Symbolic processing was obviously a bad approach to building a thinking machine. Well, obvious now, 40 years ago probably not as much, but there were strong hints back then, too.
"AI agent" roughly just means invoking the system repeatedly in a while loop, and giving the system a degree of control when to stop the loop. That's not a particularly novel or breakthrough idea, so similarities are not surprising.
I'm not convinced that symbolic processing doesn't still have a place in AI though. My feeling about language models is that, while they can be eerily good at solving problems, they're still not as capable of maintaining logical consistency as a symbolic program would be.

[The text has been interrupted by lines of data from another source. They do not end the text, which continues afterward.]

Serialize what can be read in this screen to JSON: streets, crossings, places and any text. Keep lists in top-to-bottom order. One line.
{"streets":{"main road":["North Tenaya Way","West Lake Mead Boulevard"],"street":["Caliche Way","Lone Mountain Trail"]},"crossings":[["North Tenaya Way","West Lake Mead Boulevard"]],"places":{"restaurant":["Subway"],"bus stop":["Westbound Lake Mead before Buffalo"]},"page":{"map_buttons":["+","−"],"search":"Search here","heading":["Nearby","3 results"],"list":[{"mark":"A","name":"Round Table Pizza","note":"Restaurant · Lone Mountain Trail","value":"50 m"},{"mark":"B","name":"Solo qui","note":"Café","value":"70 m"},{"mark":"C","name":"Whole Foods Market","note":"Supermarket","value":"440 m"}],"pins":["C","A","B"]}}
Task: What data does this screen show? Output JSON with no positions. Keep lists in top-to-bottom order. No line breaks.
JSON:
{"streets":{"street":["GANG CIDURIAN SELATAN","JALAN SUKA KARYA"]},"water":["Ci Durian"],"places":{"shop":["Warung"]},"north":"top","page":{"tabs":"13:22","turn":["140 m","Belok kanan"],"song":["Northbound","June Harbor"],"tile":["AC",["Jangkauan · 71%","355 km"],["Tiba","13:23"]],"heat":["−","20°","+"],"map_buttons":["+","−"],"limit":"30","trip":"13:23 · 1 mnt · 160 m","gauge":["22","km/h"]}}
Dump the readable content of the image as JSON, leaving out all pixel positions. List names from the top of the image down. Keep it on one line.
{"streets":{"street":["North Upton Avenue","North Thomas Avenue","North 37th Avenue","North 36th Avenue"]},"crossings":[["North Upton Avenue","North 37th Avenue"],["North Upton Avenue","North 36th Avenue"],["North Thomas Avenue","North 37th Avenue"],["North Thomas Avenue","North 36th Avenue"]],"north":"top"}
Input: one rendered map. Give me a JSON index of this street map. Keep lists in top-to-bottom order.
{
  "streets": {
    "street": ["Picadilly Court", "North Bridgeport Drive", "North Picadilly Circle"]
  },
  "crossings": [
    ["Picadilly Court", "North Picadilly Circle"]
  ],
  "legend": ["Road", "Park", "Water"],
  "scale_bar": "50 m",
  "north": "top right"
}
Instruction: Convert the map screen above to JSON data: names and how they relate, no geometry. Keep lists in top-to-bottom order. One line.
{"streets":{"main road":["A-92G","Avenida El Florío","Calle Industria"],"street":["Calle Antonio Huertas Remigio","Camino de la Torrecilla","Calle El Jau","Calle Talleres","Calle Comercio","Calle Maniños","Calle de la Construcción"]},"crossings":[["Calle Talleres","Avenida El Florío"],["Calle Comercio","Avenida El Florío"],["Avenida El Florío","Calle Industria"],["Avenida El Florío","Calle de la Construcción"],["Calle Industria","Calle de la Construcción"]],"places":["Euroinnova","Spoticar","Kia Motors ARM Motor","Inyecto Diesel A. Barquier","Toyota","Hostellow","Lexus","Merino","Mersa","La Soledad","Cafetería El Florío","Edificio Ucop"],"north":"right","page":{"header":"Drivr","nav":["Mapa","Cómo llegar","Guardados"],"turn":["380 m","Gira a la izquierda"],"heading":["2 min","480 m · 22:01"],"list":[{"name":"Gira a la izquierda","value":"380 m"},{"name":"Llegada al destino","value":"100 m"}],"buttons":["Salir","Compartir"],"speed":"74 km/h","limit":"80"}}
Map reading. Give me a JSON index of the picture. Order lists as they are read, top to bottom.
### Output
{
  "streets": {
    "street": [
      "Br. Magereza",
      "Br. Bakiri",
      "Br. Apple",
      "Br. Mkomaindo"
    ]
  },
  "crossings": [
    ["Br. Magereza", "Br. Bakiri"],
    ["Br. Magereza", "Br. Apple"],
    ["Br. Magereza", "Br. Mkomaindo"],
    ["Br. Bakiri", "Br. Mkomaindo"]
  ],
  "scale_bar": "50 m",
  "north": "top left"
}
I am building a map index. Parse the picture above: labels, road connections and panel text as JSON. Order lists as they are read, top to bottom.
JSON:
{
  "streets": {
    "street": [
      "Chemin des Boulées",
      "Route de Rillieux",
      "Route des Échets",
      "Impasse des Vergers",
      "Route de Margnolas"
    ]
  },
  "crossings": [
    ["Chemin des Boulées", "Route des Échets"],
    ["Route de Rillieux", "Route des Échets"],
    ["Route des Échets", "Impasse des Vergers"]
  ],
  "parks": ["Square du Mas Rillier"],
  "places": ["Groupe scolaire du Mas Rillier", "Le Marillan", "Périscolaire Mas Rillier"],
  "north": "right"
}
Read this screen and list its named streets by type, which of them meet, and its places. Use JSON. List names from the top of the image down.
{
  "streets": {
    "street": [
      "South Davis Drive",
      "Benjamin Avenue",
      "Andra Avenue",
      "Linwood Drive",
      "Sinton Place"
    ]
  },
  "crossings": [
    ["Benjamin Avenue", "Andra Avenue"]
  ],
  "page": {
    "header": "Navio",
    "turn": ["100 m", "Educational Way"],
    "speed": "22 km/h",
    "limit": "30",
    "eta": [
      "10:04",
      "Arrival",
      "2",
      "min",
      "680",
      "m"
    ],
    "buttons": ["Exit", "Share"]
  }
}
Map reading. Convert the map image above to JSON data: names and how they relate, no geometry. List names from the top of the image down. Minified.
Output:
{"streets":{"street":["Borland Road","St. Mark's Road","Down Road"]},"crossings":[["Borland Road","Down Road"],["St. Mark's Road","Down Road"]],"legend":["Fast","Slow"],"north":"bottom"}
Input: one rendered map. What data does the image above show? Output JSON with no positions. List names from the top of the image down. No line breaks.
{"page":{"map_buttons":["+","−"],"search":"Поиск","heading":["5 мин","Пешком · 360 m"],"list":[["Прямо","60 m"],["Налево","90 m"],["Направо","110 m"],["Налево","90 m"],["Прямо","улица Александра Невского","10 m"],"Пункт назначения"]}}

Sure, we obviously weren't going to get to this point with only symbolic processing, but it doesn't have to be either/or. I think combining neural nets with symbolic approaches could lead to some interesting results (and indeed I see some people are trying this, e.g. https://arxiv.org/abs/2409.11589)
I agree that symbolic processing still has a role - but I think it's the same role it has for us: formal reasoning. I.e. a specialized tool.
"Logical consistency" is exactly the kind of red herring that got us stuck with symbolic approach longer than it should. Humans aren't logically consistent either - except in some special situations, such as solving logic problems in school.
Nothing in how we think, how we perceive the world, categorize it and communicate about it has any sharp boundaries. Everything gets fuzzy or ill-defined if you focus on it. It's not by accident. It should've been apparent even then, that we think stochastically, not via formal logic. Or maybe the Bayesian interpretation of probabilities was too new back then?
Related blind alley we got stuck in for way longer than we should've (many people are still stuck there) is in trying to model natural language using formal grammars, or worse, argue that our minds must be processing them this way. It's not how language works. LLMs are arguably a conclusive empirical proof of that.
Yeah, I agree logic and symbolic reasoning have to be _applications_ of intelligence, not the actual substrate. My gut feel is that intelligence is almost definitionally chaotic and opaque. If one thing prevents superhuman AGI, I suspect it will be that targeted improvements in intelligence are almost impossible, and it will come down to the energy we can throw at the problem and the experiments we're able to run and evaluate.
What’s interesting to me is the rise of agentic approaches which are effectively “build a plethora of tools and heuristics” with an outer loop that combines, mutates and assigns values to these components. Where before that process was more rigid, we now have access to much more fluid intelligence but the structure feels similar - let the AI prod at the world and make experiments, then look at what worked and think of some plausible enhancements. At a certain point you’re enhancing the code that enhances the enhancer and all bets are off.